Task to carry out: Give only the number of lines in the records that include "absolute".
(Data Opens)
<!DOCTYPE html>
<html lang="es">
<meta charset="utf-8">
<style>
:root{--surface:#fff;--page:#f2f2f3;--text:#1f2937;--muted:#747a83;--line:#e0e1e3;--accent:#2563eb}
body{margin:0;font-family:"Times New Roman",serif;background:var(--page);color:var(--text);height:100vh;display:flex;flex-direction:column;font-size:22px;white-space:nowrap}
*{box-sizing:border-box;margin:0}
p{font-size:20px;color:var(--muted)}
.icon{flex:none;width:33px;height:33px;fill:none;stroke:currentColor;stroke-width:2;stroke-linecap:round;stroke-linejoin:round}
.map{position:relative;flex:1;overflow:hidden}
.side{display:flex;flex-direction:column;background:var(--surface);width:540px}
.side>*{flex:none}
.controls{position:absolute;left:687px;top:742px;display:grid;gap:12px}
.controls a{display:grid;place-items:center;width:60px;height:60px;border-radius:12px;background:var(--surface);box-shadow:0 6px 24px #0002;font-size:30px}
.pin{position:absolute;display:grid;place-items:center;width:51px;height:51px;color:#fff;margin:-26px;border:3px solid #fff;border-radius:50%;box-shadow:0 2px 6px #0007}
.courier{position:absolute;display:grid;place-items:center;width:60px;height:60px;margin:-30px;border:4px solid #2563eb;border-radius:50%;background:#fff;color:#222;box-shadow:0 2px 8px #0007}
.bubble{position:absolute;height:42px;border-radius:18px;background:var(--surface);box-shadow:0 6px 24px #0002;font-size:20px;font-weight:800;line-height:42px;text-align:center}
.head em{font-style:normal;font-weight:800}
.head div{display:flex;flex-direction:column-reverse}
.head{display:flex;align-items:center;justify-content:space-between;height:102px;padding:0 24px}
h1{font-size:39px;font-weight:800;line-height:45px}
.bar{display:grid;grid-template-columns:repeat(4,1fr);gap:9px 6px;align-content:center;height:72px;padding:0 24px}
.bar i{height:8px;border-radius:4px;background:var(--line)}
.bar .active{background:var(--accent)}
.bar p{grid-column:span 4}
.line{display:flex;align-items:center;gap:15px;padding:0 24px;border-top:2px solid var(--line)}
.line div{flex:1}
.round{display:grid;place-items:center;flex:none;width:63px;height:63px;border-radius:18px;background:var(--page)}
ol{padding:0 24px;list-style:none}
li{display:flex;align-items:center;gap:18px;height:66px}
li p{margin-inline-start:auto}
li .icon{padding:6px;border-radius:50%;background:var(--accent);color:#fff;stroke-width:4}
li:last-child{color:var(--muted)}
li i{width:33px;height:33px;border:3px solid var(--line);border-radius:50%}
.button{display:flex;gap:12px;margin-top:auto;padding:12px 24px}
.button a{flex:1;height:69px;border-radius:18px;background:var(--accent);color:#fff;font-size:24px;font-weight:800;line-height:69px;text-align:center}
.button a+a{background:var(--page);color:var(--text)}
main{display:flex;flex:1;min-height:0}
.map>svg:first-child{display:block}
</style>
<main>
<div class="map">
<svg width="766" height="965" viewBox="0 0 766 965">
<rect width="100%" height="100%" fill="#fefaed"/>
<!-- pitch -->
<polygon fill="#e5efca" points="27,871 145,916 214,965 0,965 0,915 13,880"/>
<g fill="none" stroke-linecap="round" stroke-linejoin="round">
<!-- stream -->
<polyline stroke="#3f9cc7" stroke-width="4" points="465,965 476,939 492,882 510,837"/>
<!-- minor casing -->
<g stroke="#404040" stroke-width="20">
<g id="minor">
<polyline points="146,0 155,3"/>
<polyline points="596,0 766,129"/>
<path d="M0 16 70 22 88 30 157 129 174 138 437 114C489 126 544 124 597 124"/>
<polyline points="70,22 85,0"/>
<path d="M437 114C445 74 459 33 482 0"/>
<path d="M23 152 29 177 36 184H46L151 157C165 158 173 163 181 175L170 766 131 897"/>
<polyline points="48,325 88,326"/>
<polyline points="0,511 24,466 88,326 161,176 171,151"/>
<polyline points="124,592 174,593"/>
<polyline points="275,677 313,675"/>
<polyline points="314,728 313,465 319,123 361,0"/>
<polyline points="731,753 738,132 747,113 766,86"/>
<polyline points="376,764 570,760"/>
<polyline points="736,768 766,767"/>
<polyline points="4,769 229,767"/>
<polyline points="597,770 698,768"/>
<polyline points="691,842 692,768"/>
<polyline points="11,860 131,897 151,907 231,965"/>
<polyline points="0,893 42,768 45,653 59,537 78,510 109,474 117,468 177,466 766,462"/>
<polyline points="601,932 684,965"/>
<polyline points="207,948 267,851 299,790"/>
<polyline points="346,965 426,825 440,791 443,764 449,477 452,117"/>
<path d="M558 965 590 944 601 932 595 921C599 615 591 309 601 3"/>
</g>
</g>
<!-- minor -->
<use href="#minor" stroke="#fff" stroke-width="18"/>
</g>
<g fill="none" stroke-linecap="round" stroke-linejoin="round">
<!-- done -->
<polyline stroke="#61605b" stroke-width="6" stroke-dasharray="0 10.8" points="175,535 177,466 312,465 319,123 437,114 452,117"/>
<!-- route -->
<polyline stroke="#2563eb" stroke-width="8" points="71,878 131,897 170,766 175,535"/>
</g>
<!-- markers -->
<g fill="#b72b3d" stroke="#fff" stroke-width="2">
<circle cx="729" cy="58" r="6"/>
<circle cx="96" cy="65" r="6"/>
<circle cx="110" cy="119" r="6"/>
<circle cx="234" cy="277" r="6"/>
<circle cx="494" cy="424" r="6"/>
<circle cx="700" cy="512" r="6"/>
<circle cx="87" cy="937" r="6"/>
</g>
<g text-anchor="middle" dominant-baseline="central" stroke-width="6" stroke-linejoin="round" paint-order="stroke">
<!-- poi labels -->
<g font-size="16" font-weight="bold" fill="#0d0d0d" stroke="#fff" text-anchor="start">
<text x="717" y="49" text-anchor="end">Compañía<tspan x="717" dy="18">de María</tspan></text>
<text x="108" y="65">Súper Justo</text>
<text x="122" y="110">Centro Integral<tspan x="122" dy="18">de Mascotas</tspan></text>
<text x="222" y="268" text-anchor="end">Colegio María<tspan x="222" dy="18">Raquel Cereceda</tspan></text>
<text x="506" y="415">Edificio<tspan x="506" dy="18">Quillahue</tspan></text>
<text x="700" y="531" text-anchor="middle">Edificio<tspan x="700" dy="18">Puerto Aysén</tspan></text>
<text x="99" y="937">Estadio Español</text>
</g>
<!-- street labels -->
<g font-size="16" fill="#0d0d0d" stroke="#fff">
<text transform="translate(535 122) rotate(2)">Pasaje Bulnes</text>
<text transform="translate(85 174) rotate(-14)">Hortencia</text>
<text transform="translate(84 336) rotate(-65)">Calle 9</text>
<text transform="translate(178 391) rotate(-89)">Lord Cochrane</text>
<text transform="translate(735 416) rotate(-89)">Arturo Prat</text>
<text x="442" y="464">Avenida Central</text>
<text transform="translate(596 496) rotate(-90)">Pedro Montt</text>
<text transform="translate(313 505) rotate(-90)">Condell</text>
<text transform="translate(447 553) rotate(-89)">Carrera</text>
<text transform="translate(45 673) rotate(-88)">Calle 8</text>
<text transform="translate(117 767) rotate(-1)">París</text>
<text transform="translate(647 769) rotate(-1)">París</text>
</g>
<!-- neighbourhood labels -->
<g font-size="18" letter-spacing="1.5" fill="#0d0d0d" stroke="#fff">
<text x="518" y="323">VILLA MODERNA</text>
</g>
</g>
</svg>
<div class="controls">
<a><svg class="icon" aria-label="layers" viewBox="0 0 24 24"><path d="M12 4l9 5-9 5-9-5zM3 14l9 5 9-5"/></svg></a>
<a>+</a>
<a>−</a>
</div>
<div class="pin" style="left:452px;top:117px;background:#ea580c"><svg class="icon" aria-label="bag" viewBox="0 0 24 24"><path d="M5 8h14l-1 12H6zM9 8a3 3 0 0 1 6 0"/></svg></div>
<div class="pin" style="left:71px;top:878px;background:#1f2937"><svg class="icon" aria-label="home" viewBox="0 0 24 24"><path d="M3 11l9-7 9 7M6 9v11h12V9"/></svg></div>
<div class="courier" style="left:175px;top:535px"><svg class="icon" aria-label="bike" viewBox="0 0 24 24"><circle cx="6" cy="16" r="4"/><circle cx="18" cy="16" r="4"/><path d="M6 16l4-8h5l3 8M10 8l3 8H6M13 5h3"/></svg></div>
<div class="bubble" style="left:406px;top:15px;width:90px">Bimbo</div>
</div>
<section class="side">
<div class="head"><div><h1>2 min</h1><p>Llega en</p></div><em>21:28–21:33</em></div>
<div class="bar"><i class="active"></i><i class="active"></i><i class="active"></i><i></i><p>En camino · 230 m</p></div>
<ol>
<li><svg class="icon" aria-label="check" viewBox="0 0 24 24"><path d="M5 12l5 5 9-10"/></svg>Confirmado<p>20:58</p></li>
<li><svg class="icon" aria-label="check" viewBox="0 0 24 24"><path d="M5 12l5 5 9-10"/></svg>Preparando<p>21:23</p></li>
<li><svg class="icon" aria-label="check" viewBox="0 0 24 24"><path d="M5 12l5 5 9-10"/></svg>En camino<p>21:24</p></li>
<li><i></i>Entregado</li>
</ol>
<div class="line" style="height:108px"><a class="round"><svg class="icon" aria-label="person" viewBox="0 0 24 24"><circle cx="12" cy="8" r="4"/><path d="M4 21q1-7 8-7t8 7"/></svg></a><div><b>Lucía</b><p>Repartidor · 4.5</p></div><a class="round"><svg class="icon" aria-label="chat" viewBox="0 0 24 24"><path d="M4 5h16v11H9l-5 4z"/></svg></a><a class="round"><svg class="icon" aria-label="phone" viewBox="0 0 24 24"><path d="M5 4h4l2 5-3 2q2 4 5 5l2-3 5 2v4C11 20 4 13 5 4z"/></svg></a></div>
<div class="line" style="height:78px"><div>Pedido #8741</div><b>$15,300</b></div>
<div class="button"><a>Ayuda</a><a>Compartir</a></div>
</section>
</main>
(Data Closes)
Reply to the exercise: 4